• [TASK TO CARRY OUT]:
In the lines below, look for "compass". Copy each line where it appears.

(EXTRACTED RECORDS Opens)

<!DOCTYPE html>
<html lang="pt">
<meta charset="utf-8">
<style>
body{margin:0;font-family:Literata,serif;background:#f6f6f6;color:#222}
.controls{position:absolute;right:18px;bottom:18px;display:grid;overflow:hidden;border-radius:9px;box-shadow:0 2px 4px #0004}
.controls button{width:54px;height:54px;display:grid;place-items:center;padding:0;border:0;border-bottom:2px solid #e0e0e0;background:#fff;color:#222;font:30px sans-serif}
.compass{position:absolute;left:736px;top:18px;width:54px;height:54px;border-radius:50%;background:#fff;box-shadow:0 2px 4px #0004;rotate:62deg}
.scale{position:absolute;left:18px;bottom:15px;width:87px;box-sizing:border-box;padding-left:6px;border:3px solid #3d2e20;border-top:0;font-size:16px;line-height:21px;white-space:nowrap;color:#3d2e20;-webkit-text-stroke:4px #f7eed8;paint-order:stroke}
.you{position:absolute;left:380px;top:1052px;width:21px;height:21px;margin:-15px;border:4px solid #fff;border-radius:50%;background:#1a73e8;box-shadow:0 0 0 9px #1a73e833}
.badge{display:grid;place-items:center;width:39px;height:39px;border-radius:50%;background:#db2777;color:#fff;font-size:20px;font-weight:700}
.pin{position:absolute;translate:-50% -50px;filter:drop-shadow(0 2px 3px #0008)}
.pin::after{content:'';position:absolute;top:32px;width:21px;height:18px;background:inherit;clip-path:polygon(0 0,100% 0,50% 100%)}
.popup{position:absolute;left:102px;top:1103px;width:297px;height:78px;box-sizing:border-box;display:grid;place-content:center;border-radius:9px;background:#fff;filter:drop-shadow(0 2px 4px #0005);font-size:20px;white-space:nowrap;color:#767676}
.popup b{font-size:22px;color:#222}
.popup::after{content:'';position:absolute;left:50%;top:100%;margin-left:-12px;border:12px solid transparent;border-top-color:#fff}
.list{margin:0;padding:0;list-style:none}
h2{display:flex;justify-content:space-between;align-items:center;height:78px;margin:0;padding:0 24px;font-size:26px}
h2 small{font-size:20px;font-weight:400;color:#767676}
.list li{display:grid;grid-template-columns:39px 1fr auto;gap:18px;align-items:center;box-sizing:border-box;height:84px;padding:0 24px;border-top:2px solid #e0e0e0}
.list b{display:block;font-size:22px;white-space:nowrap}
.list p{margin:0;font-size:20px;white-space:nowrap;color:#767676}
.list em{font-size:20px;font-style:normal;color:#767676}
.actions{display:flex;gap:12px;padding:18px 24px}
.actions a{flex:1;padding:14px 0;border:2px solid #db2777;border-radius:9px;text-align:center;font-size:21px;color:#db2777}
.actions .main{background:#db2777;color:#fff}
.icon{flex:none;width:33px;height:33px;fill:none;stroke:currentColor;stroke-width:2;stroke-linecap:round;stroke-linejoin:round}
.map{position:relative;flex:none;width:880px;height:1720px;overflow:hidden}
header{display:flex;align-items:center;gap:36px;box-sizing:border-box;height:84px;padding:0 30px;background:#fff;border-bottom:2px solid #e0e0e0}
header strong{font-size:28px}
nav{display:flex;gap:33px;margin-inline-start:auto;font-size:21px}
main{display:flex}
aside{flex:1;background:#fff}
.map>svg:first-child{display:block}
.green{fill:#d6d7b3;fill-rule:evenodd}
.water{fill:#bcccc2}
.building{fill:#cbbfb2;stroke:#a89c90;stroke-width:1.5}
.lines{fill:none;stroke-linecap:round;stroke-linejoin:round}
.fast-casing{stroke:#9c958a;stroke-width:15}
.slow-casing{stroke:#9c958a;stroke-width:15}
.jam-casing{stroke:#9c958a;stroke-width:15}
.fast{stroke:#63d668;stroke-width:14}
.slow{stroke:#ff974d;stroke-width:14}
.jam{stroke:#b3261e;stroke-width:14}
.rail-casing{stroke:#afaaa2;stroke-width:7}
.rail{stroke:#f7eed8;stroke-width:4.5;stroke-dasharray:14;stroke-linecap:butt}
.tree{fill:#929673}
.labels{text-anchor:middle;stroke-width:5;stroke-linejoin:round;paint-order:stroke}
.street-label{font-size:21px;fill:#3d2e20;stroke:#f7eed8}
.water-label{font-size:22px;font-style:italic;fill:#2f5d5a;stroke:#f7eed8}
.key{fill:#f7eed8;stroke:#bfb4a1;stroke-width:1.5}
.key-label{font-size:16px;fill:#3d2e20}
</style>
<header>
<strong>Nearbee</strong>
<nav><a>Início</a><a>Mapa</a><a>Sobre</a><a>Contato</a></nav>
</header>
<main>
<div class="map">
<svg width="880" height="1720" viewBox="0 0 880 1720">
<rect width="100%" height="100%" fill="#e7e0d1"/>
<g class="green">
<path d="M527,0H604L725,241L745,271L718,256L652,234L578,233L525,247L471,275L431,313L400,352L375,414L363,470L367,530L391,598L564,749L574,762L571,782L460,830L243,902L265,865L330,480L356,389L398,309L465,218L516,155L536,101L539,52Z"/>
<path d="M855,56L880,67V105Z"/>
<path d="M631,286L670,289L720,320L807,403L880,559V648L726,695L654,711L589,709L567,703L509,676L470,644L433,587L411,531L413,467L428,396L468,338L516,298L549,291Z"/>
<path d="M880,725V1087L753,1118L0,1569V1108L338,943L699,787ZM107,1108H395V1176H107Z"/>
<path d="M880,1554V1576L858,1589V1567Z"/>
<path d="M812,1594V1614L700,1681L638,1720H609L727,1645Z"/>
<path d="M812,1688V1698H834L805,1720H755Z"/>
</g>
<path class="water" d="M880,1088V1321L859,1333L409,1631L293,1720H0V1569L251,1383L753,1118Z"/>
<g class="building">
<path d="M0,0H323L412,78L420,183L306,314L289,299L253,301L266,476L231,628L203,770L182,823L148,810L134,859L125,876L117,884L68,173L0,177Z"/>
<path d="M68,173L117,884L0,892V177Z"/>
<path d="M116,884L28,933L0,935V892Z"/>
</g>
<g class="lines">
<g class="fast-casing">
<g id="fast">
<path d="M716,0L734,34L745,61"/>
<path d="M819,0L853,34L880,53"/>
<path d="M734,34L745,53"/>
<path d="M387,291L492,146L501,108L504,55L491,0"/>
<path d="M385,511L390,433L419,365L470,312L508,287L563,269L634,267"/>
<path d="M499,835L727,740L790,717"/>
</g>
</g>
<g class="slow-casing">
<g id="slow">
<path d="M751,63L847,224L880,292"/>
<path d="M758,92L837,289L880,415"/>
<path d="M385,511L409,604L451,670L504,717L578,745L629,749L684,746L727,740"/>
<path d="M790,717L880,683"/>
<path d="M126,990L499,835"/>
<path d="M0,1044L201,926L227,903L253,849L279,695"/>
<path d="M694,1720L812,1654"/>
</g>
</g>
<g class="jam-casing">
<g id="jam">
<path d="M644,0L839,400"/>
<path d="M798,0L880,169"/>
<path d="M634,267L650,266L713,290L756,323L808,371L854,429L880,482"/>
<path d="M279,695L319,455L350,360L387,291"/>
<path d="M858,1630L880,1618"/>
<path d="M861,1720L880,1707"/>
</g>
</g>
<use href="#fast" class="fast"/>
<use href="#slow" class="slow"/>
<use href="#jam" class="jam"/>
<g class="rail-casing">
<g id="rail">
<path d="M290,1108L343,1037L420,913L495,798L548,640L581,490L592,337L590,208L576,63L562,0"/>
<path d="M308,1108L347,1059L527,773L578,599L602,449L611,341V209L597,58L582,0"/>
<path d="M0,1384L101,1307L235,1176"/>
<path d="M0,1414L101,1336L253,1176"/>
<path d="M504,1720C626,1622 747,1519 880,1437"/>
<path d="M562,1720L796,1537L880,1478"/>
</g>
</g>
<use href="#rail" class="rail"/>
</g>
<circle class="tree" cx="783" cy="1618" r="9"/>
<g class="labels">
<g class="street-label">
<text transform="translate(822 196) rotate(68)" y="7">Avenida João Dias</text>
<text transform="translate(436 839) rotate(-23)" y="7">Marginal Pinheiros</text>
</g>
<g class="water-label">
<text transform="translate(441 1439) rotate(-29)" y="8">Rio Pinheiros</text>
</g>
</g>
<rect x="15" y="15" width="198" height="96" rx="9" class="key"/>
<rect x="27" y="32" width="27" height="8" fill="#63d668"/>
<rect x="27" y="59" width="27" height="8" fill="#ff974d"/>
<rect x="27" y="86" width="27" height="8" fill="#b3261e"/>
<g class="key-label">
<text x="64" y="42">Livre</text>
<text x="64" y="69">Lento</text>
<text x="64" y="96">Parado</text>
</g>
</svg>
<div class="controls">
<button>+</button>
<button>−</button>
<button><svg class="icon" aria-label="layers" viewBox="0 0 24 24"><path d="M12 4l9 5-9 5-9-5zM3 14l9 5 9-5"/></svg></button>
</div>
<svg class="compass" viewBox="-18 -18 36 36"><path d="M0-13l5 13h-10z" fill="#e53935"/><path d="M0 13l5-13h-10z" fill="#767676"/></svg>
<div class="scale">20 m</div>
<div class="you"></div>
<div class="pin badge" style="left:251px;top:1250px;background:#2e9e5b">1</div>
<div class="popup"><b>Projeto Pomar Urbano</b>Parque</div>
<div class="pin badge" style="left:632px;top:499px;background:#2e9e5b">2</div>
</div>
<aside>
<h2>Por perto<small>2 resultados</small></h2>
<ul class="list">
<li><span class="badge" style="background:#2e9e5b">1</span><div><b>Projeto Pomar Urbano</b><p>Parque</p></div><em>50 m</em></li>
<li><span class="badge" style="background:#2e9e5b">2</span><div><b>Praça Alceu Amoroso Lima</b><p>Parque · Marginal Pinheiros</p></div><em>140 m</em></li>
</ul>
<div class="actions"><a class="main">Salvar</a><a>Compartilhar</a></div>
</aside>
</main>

(EXTRACTED RECORDS Closes)

• [ANSWER AREA]:
.compass{position:absolute;left:736px;top:18px;width:54px;height:54px;border-radius:50%;background:#fff;box-shadow:0 2px 4px #0004;rotate:62deg}
<svg class="compass" viewBox="-18 -18 36 36"><path d="M0-13l5 13h-10z" fill="#e53935"/><path d="M0 13l5-13h-10z" fill="#767676"/></svg>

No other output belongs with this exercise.